Officially, 12 people have been infected at farms so far, mostly in northern Denmark, but the Danish health minister has admitted that up to half of the 783 human Covid cases in the region may be mink-related. This implies that the mutated virus is spreading from person to person, but how worried should we be?
Denmark has been removed from the UK’s coronavirus travel corridor list, following concerns over a mutated coronavirus strain.
The decision to remove the country from the travel corridors was taken following the news that a mutated form of coronavirus has emerged from Denmark’s mink farms, which could be spread to humans.
Transport secretary Grant Shapps said the move to remove Denmark was recommended by the government’s chief medical advisor, Professor Chris Whitty.
American mink (there is also a European species) were first imported to the UK in 1929 for commercial fur farming.
By 1956, many had escaped or been intentionally released into the wild and had begun to breed, and there were several instances of animal rights activists freeing large numbers of mink from fur farms in the 1990s.
Mink fur farms no longer exist in the UK (the industry was banned in 2000), yet mink remain one of the most controversial ‘invasive’ species in the UK, and numbers are thought to be on the rise.
This isn’t the first such outbreak among large mink populations to occur since the beginning of the Covid-19 outbreak, and there have been over a million cases of the virus in farmed mink in Europe.
In July, nearly 100,000 mink were culled at a farm in Spain, after over three quarters of the animals tested positive for coronavirus.

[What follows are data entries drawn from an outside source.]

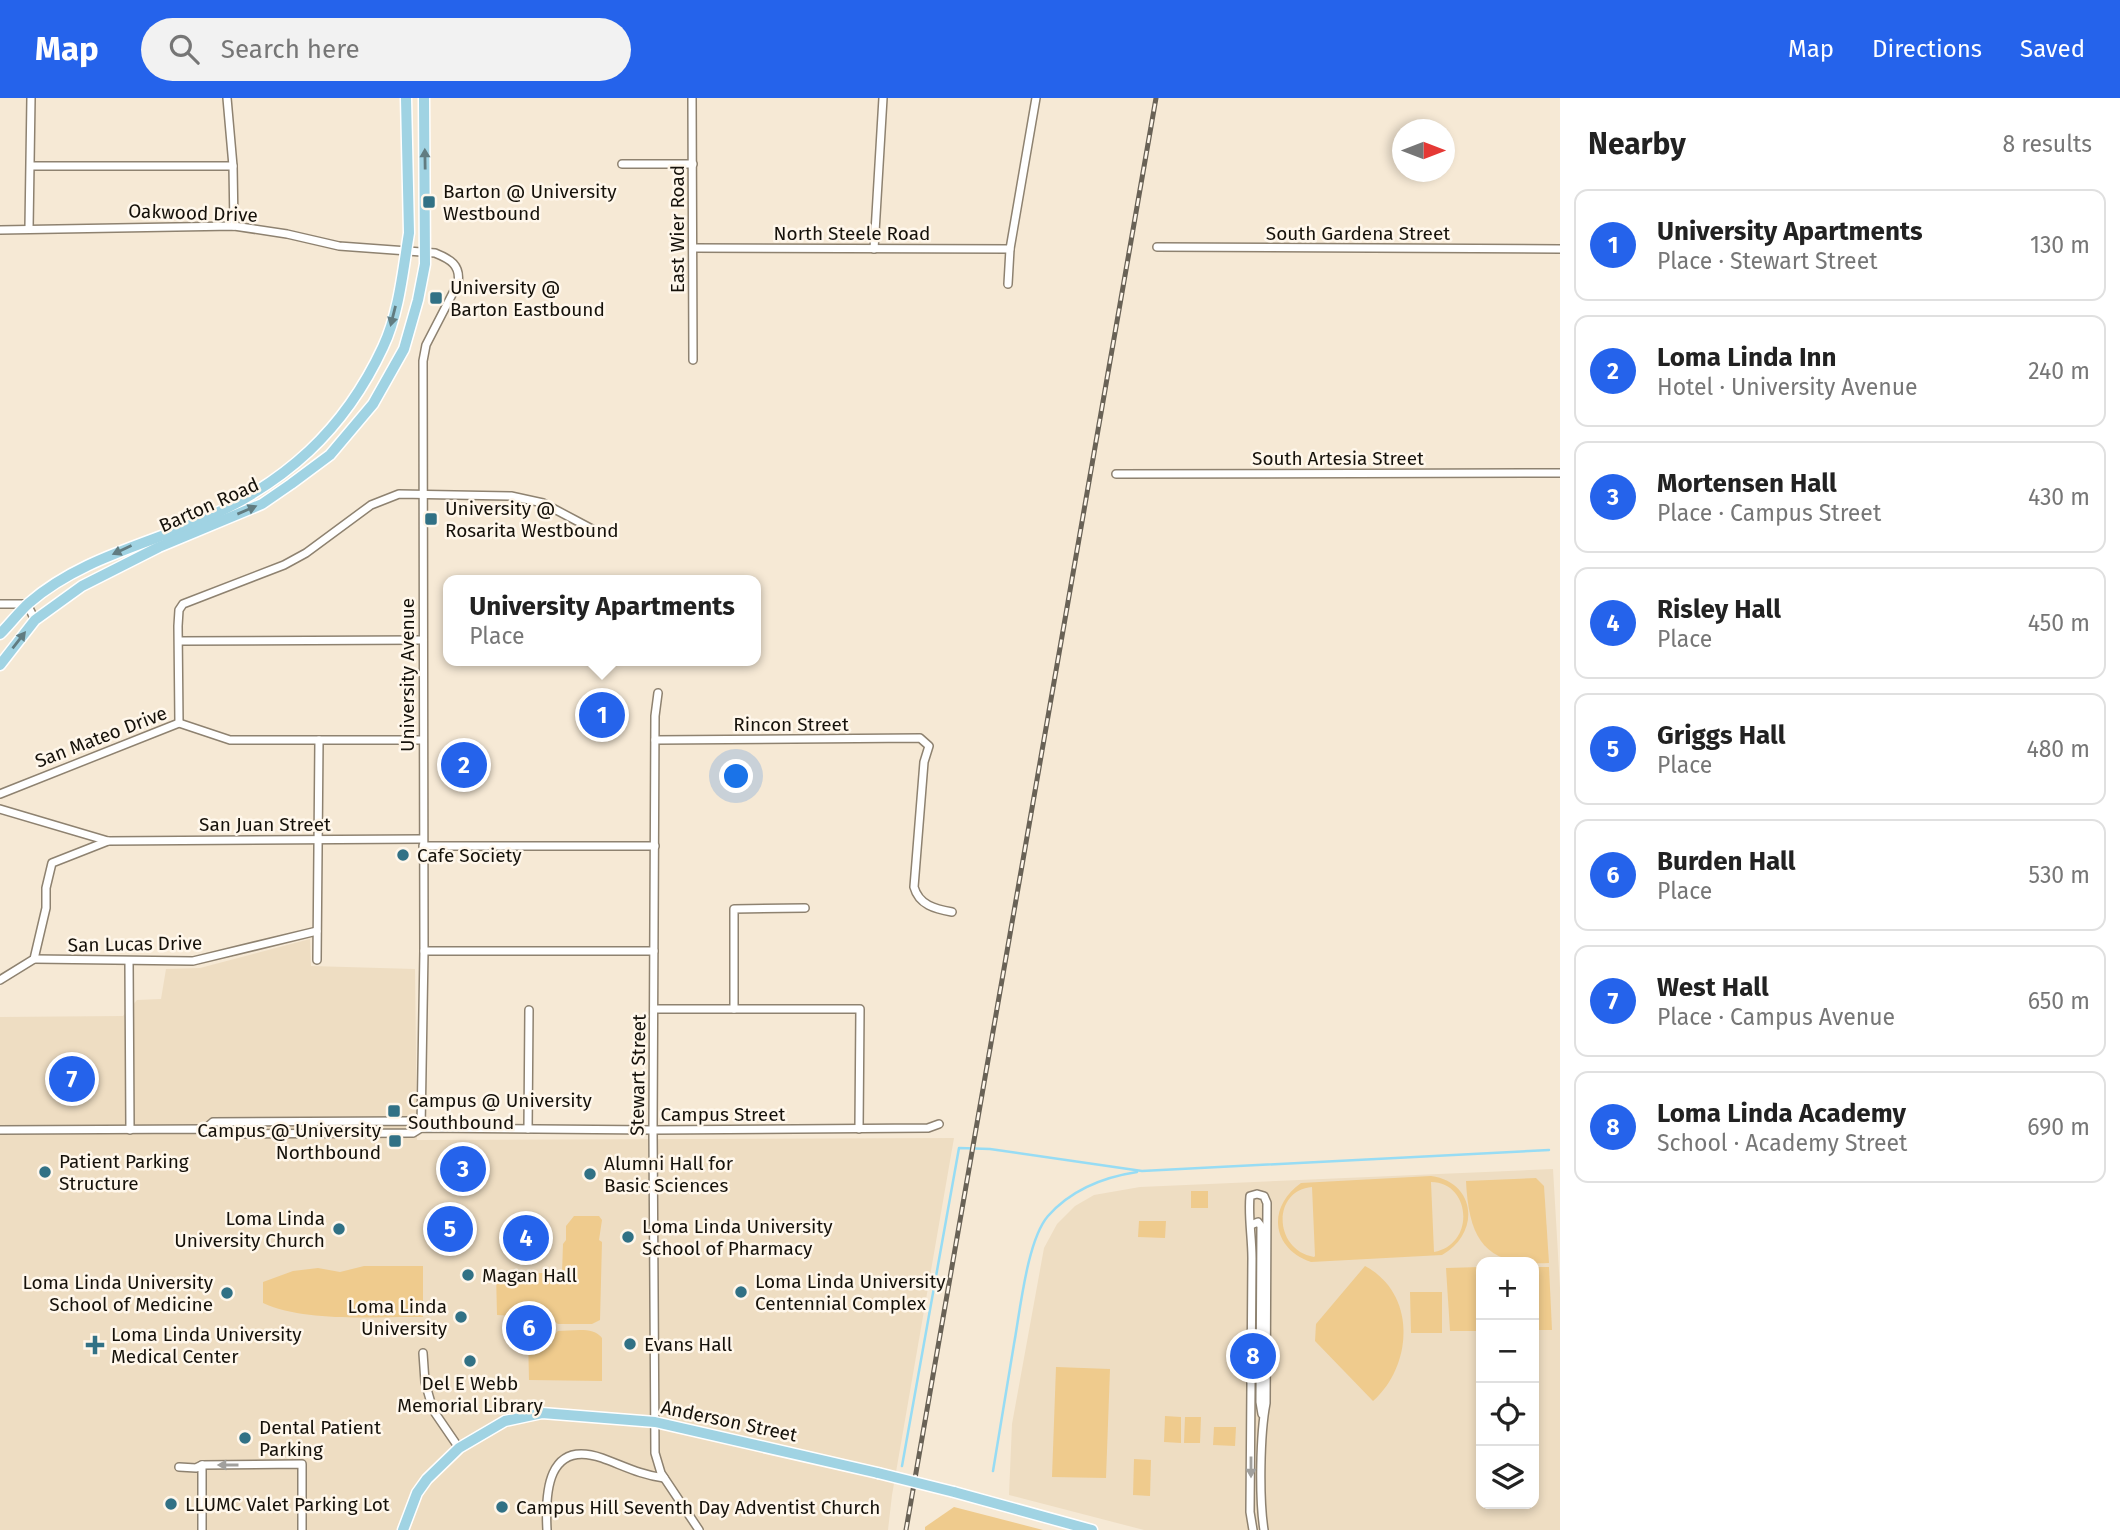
<!DOCTYPE html>
<meta charset="utf-8">
<style>
body{margin:0;font-family:"Fira Sans",sans-serif;background:#f2f2f2;color:#222}
.controls{position:absolute;right:21px;bottom:21px;display:grid;overflow:hidden;border-radius:14px;box-shadow:0 4px 10px #0003}
.controls button{width:63px;height:63px;display:grid;place-items:center;padding:0;border:0;border-bottom:2px solid #e0e0e0;background:#fff;color:#222;font:35px sans-serif}
.compass{position:absolute;left:1392px;top:21px;width:63px;height:63px;border-radius:50%;background:#fff;box-shadow:0 4px 10px #0003;rotate:90deg}
.you{position:absolute;left:737px;top:679px;width:24px;height:24px;margin:-18px;border:5px solid #fff;border-radius:50%;background:#1a73e8;box-shadow:0 0 0 10px #1a73e833}
.badge{display:grid;place-items:center;width:46px;height:46px;border-radius:50%;background:#2563eb;color:#fff;font-size:23px;font-weight:700}
.pin{position:absolute;translate:-50% -50%;border:4px solid #fff;box-shadow:0 2px 7px #0006}
.popup{position:absolute;left:443px;top:477px;width:318px;height:91px;box-sizing:border-box;display:grid;place-content:center;border-radius:14px;background:#fff;filter:drop-shadow(0 2px 5px #0005);font-size:23px;white-space:nowrap;color:#767676}
.popup b{font-size:26px;color:#222}
.popup::after{content:'';position:absolute;left:50%;top:100%;margin-left:-14px;border:14px solid transparent;border-top-color:#fff}
.list{margin:0;padding:0;list-style:none}
h2{display:flex;justify-content:space-between;align-items:center;height:91px;margin:0;padding:0 28px;font-size:30px}
h2 small{font-size:23px;font-weight:400;color:#767676}
.list li{display:grid;grid-template-columns:46px 1fr auto;gap:21px;align-items:center;box-sizing:border-box;height:112px;margin:0 14px 14px;padding:0 14px;border:2px solid #e0e0e0;border-radius:14px}
.list b{display:block;font-size:26px;white-space:nowrap}
.list p{margin:0;font-size:23px;white-space:nowrap;color:#767676}
.list em{font-size:23px;font-style:normal;color:#767676}
.icon{flex:none;width:38px;height:38px;fill:none;stroke:currentColor;stroke-width:2;stroke-linecap:round;stroke-linejoin:round}
.map{position:relative;flex:none;width:1560px;height:1432px;overflow:hidden}
header{display:flex;align-items:center;gap:42px;box-sizing:border-box;height:98px;padding:0 35px;background:#2563eb;color:#fff}
header strong{font-size:33px}
nav{display:flex;gap:38px;margin-inline-start:auto;font-size:24px}
.search{width:490px;height:63px;background:#f2f2f2;display:flex;align-items:center;gap:18px;box-sizing:border-box;padding:0 24px;border-radius:38px;color:#767676;font-size:26px}
main{display:flex}
aside{flex:1;background:#fff}
.map>svg:first-child{display:block}
</style>
<header>
<strong>Map</strong>
<div class="search"><svg class="icon" aria-label="search" viewBox="0 0 24 24"><circle cx="10" cy="10" r="6"/><path d="M15 15l6 6"/></svg>Search here</div>
<nav><a>Map</a><a>Directions</a><a>Saved</a></nav>
</header>
<main>
<div class="map">
<svg width="1560" height="1432" viewBox="0 0 1560 1432">
<rect width="100%" height="100%" fill="#f6e9d5"/>
<g fill="#eeddc2" fill-rule="evenodd">
<path d="M310,841L311,868L415,871L417,1042L954,1040L892,1397L888,1432H0V919L123,918L137,902L161,901L166,871L200,870Z"/>
<path d="M1553,1071L1560,1190V1432H1144L1009,1397L1012,1326L1044,1150L1057,1126L1075,1108L1094,1097L1140,1089ZM1481,1164H1534V1406H1481Z"/>
</g>
<g fill="#efcb8d" fill-rule="evenodd">
<path d="M1431,1078C1476,1084 1481,1135 1442,1157L1311,1164C1271,1150 1267,1109 1301,1085ZM1431,1084C1471,1084 1476,1146 1434,1154ZM1312,1089L1315,1158L1314,1159C1273,1152 1272,1092 1312,1089Z"/>
<path d="M1536,1080L1544,1088L1549,1165C1487,1168 1469,1145 1466,1083Z"/>
<rect x="1191" y="1093" width="17" height="17"/>
<path d="M574,1118H599L602,1122L599,1142L602,1144L600,1222L592,1226H558L549,1220L497,1217L496,1175H562L563,1146L566,1142V1128Z"/>
<path d="M1139,1123H1166L1165,1140L1138,1139Z"/>
<path d="M364,1168H423V1219C375,1218 307,1225 263,1205V1184L293,1173L318,1170L340,1174Z"/>
<path d="M1365,1168C1417,1196 1413,1267 1373,1303L1315,1243L1316,1226Z"/>
<path d="M1481,1169V1233H1450L1446,1170Z"/>
<path d="M1534,1169H1549L1552,1232H1534Z"/>
<path d="M1410,1194H1442V1235H1411Z"/>
<path d="M558,1233C573,1233 593,1228 602,1240V1283L529,1282L528,1239H551Z"/>
<path d="M1056,1269L1110,1271L1106,1380L1052,1379Z"/>
<path d="M1165,1318L1181,1319V1345L1164,1344Z"/>
<path d="M1185,1319H1201L1200,1345H1184Z"/>
<path d="M1214,1329H1236L1235,1348L1213,1347Z"/>
<path d="M1134,1361L1151,1362L1150,1398L1133,1397Z"/>
<path d="M954,1409L1043,1432H925V1429Z"/>
</g>
<g fill="none" stroke-linecap="round" stroke-linejoin="round">
<g stroke="#97dcf4" stroke-width="2.5">
<path d="M902,1368L959,1050L990,1051L1142,1073L1549,1052"/>
<path d="M993,1373C1000,1331 1007,1288 1014,1246C1020,1214 1027,1142 1048,1118C1071,1092 1104,1079 1137,1074"/>
</g>
<defs>
<g id="minor">
<path d="M227,0L233,68L234,128"/>
<path d="M692,0L693,262"/>
<path d="M622,66H693"/>
<path d="M31,68H233"/>
<path d="M29,130L31,0"/>
<path d="M0,132L234,128L287,136L339,148L435,155C450,161 461,167 458,185L426,247L423,263L424,853L421,1030"/>
<path d="M1157,149L1560,151"/>
<path d="M694,150L1010,151"/>
<path d="M874,151L883,0"/>
<path d="M1008,186L1010,151L1036,0"/>
<path d="M1116,376L1560,375"/>
<path d="M0,506H27L35,522"/>
<path d="M179,543L423,542"/>
<path d="M658,595L655,618L653,1032L655,1355L661,1375L699,1432"/>
<path d="M179,625L178,528L179,512L183,506L284,467L306,455L371,407L399,396L511,398L543,405L592,431"/>
<path d="M655,642L920,640L929,648L924,664L914,789C919,807 935,811 952,814"/>
<path d="M0,696L179,625L230,642H423"/>
<path d="M0,711L108,743L423,741"/>
<path d="M423,748H655"/>
<path d="M424,853H654"/>
<path d="M34,861L193,863L317,833"/>
<path d="M317,862L319,642"/>
<path d="M129,863L130,1032"/>
<path d="M0,882L34,861L46,810V790L52,765L108,743"/>
<path d="M654,911H860L859,1031"/>
<path d="M734,911V811L805,810"/>
<path d="M205,1031L213,1024L411,1023L421,1030"/>
<path d="M528,1031L529,912"/>
<path d="M0,1032L205,1031L212,1036L413,1035L421,1030L653,1032L928,1030L939,1026"/>
<path d="M1251,1127L1258,1124L1261,1128L1260,1304L1262,1316"/>
<path d="M423,1255L425,1284L433,1312L459,1350"/>
<path d="M202,1367L302,1366V1432"/>
<path d="M179,1369L196,1370L202,1367V1432"/>
<path d="M547,1432C545,1395 547,1341 602,1360C624,1368 641,1377 664,1380"/>
<path d="M1253,1432L1250,1414L1252,1160C1252,1139 1248,1118 1250,1098L1257,1096L1264,1098L1267,1105L1266,1305C1260,1336 1259,1400 1264,1432"/>
</g>
<g id="major">
<path d="M0,536C10,526 19,514 29,505C78,462 144,447 202,422C285,385 344,333 383,249C399,215 403,172 409,135L406,0"/>
<path d="M0,567L35,522L82,488L159,449L262,406L291,386L330,357L373,306L404,251L418,202L425,166L424,0"/>
<path d="M954,1394L1092,1432"/>
<path d="M403,1432L417,1395L427,1381L459,1350L505,1323L542,1315L655,1324L878,1375"/>
</g>
</defs>
<use href="#minor" stroke="#8e8270" stroke-width="10"/>
<use href="#major" stroke="#fff" stroke-width="13"/>
<use href="#minor" stroke="#fff" stroke-width="7"/>
<use href="#major" stroke="#a0d3e3" stroke-width="10"/>
<defs>
<path id="rail" d="M906,1432L1156,0"/>
</defs>
<use href="#rail" stroke="#696256" stroke-width="5"/>
<use href="#rail" stroke="#fff7eb" stroke-width="2.5" stroke-dasharray="8" stroke-linecap="butt"/>
<defs>
<path id="major-bridge" d="M878,1375L954,1394"/>
</defs>
<use href="#major-bridge" stroke="#fff" stroke-width="13" stroke-linecap="butt"/>
<use href="#major-bridge" stroke="#a0d3e3" stroke-width="10"/>
</g>
<defs><path id="oneway-solid" d="M-6-.8H1V-3.2L6.5 0L1 3.2V.8H-6Z" transform="scale(1.75)"/></defs>
<g fill="#617c81">
<use href="#oneway-solid" transform="translate(425 61) rotate(-91)"/>
<use href="#oneway-solid" transform="translate(393 218) rotate(104)"/>
<use href="#oneway-solid" transform="translate(247 412) rotate(-23)"/>
<use href="#oneway-solid" transform="translate(122 452) rotate(155)"/>
<use href="#oneway-solid" transform="translate(19 542) rotate(-52)"/>
</g>
<g fill="#a1a09d">
<use href="#oneway-solid" transform="translate(228 1367) rotate(180)"/>
<use href="#oneway-solid" transform="translate(1251 1369) rotate(90)"/>
</g>
<g fill="#317185" stroke="#fff7eb" stroke-width="2.5">
<rect x="422" y="97" width="14" height="14" rx="3.5"/>
<rect x="429" y="193" width="14" height="14" rx="3.5"/>
<rect x="424" y="414" width="14" height="14" rx="3.5"/>
<circle cx="403" cy="757" r="7"/>
<rect x="387" y="1006" width="14" height="14" rx="3.5"/>
<rect x="388" y="1036" width="14" height="14" rx="3.5"/>
<circle cx="45" cy="1074" r="7"/>
<circle cx="590" cy="1076" r="7"/>
<circle cx="339" cy="1131" r="7"/>
<circle cx="628" cy="1139" r="7"/>
<circle cx="468" cy="1177" r="7"/>
<circle cx="741" cy="1194" r="7"/>
<circle cx="227" cy="1195" r="7"/>
<circle cx="461" cy="1219" r="7"/>
<circle cx="630" cy="1246" r="7"/>
<path d="M91.5 1236.5h7v7h7v7h-7v7h-7v-7h-7v-7h7z"/>
<circle cx="470" cy="1263" r="7"/>
<circle cx="245" cy="1340" r="7"/>
<circle cx="171" cy="1406" r="7"/>
<circle cx="502" cy="1409" r="7"/>
</g>
<g text-anchor="middle" dominant-baseline="central" stroke-width="5" stroke-linejoin="round" paint-order="stroke">
<g font-size="19" fill="#15110a" stroke="#fff7eb" text-anchor="start">
<text x="443" y="93">Barton @ University<tspan x="443" dy="22">Westbound</tspan></text>
<text x="450" y="189">University @<tspan x="450" dy="22">Barton Eastbound</tspan></text>
<text x="445" y="410">University @<tspan x="445" dy="22">Rosarita Westbound</tspan></text>
<text x="417" y="757">Cafe Society</text>
<text x="408" y="1002">Campus @ University<tspan x="408" dy="22">Southbound</tspan></text>
<text x="381" y="1032" text-anchor="end">Campus @ University<tspan x="381" dy="22">Northbound</tspan></text>
<text x="59" y="1063">Patient Parking<tspan x="59" dy="22">Structure</tspan></text>
<text x="604" y="1065">Alumni Hall for<tspan x="604" dy="22">Basic Sciences</tspan></text>
<text x="325" y="1120" text-anchor="end">Loma Linda<tspan x="325" dy="22">University Church</tspan></text>
<text x="642" y="1128">Loma Linda University<tspan x="642" dy="22">School of Pharmacy</tspan></text>
<text x="482" y="1177">Magan Hall</text>
<text x="755" y="1183">Loma Linda University<tspan x="755" dy="22">Centennial Complex</tspan></text>
<text x="213" y="1184" text-anchor="end">Loma Linda University<tspan x="213" dy="22">School of Medicine</tspan></text>
<text x="447" y="1208" text-anchor="end">Loma Linda<tspan x="447" dy="22">University</tspan></text>
<text x="111" y="1236">Loma Linda University<tspan x="111" dy="22">Medical Center</tspan></text>
<text x="644" y="1246">Evans Hall</text>
<text x="470" y="1285" text-anchor="middle">Del E Webb<tspan x="470" dy="22">Memorial Library</tspan></text>
<text x="259" y="1329">Dental Patient<tspan x="259" dy="22">Parking</tspan></text>
<text x="185" y="1406">LLUMC Valet Parking Lot</text>
<text x="516" y="1409">Campus Hill Seventh Day Adventist Church</text>
</g>
<g font-size="19" fill="#15110a" stroke="#fff7eb">
<text transform="translate(193 115) rotate(2)">Oakwood Drive</text>
<text transform="translate(677 131) rotate(-90)">East Wier Road</text>
<text x="852" y="135">North Steele Road</text>
<text x="1358" y="135">South Gardena Street</text>
<text x="1338" y="360">South Artesia Street</text>
<text transform="translate(209 407) rotate(-24)">Barton Road</text>
<text transform="translate(407 577) rotate(-90)">University Avenue</text>
<text x="791" y="626">Rincon Street</text>
<text transform="translate(101 639) rotate(-21)">San Mateo Drive</text>
<text x="265" y="726">San Juan Street</text>
<text transform="translate(135 846) rotate(-1)">San Lucas Drive</text>
<text transform="translate(638 977) rotate(-89)">Stewart Street</text>
<text x="723" y="1016">Campus Street</text>
<text transform="translate(729 1323) rotate(12)">Anderson Street</text>
</g>
</g>
</svg>
<div class="controls">
<button>+</button>
<button>−</button>
<button><svg class="icon" aria-label="locate" viewBox="0 0 24 24"><circle cx="12" cy="12" r="6"/><path d="M12 2v4M12 18v4M2 12h4M18 12h4"/></svg></button>
<button><svg class="icon" aria-label="layers" viewBox="0 0 24 24"><path d="M12 4l9 5-9 5-9-5zM3 14l9 5 9-5"/></svg></button>
</div>
<svg class="compass" viewBox="-18 -18 36 36"><path d="M0-13l5 13h-10z" fill="#e53935"/><path d="M0 13l5-13h-10z" fill="#767676"/></svg>
<div class="you"></div>
<div class="pin badge" style="left:602px;top:617px">1</div>
<div class="popup"><b>University Apartments</b>Place</div>
<div class="pin badge" style="left:464px;top:667px">2</div>
<div class="pin badge" style="left:463px;top:1071px">3</div>
<div class="pin badge" style="left:526px;top:1140px">4</div>
<div class="pin badge" style="left:450px;top:1131px">5</div>
<div class="pin badge" style="left:529px;top:1230px">6</div>
<div class="pin badge" style="left:72px;top:981px">7</div>
<div class="pin badge" style="left:1253px;top:1258px">8</div>
</div>
<aside>
<h2>Nearby<small>8 results</small></h2>
<ul class="list">
<li><span class="badge">1</span><div><b>University Apartments</b><p>Place · Stewart Street</p></div><em>130 m</em></li>
<li><span class="badge">2</span><div><b>Loma Linda Inn</b><p>Hotel · University Avenue</p></div><em>240 m</em></li>
<li><span class="badge">3</span><div><b>Mortensen Hall</b><p>Place · Campus Street</p></div><em>430 m</em></li>
<li><span class="badge">4</span><div><b>Risley Hall</b><p>Place</p></div><em>450 m</em></li>
<li><span class="badge">5</span><div><b>Griggs Hall</b><p>Place</p></div><em>480 m</em></li>
<li><span class="badge">6</span><div><b>Burden Hall</b><p>Place</p></div><em>530 m</em></li>
<li><span class="badge">7</span><div><b>West Hall</b><p>Place · Campus Avenue</p></div><em>650 m</em></li>
<li><span class="badge">8</span><div><b>Loma Linda Academy</b><p>School · Academy Street</p></div><em>690 m</em></li>
</ul>
</aside>
</main>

Aragón’s Minister of Agriculture, Joaquin Olona, told reporters that the decision to cull the mink was taken in order “to avoid the risk of human transmission.”
However, Mr Olona added that it was not clear if “transmission was possible from animals to humans and vice versa,” but said it was possible that an infected farm worker passed the coronavirus to the animals, or that the animals passed it to workers.
Even earlier in the year, the Dutch government said it had found two suspected cases of farm workers being infected by mink, with tens of thousands of mink recently culled in the country after coronavirus outbreaks were found.
Is it normal for viruses to mutate in this way?
Viruses continuously accrue mutations as they replicate and circulate in populations, but most are harmless. Only a handful will change a virus’s ability to infect people or cause more serious disease.
“Sars-CoV-2 is not mutating as fast as other related viruses, but because it has been circulating in the human population for some time now, there’s quite a large set of mutations that have emerged,” said Prof David Robertson, a virologist at the MRC-University of Glasgow Centre for Virus Research.
These do not appear to have made it any more dangerous so far, but if a virus jumps into a different species the pressure on it to adapt increases. So its transmission to mink and back to humans has prompted some legitimate concern particularly as some of the mutations are linked to a potential ability to evade the immune system.
What do we know about the coronavirus’s mutations?
Seven mutations have been identified so far, all of them in the “spike protein” on the virus’s surface, which it uses to gain entry to cells. One, called Y453F, was previously identified in an outbreak of Sars-CoV-2 on a mink farm in the Netherlands in April. It too was transmitted to humans, but it does not appear to have spread.
“I think it’s more about being aware that the virus can enter animal populations and exit back into humans,” said Julian Hiscox, the head of infection and global health at the University of Liverpool.
“The more genetic diversity in the virus there is, the more evolutionary room it’s got to play with. One of the reasons to try and keep the number of cases down as low as possible [in humans and animals], is to reduce the genetic diversity of the virus.”
Should we be worried?
There are reports that virus particles with one of these mutations are less well neutralised by antibodies in people who have had Covid-19. This could in theory render a vaccine less effective, particularly because many of the vaccines under development target the spike protein.
”The true implication of the changes in the spike protein have not yet been evaluated by the international scientific community and are thus unclear,” said Prof James Wood, the head of the department of veterinary medicine at the University of Cambridge. “It is too early to say that the change will cause either vaccines or immunity to fail.”
It is also relatively easy to tweak vaccines. This happens each year with the influenza vaccine.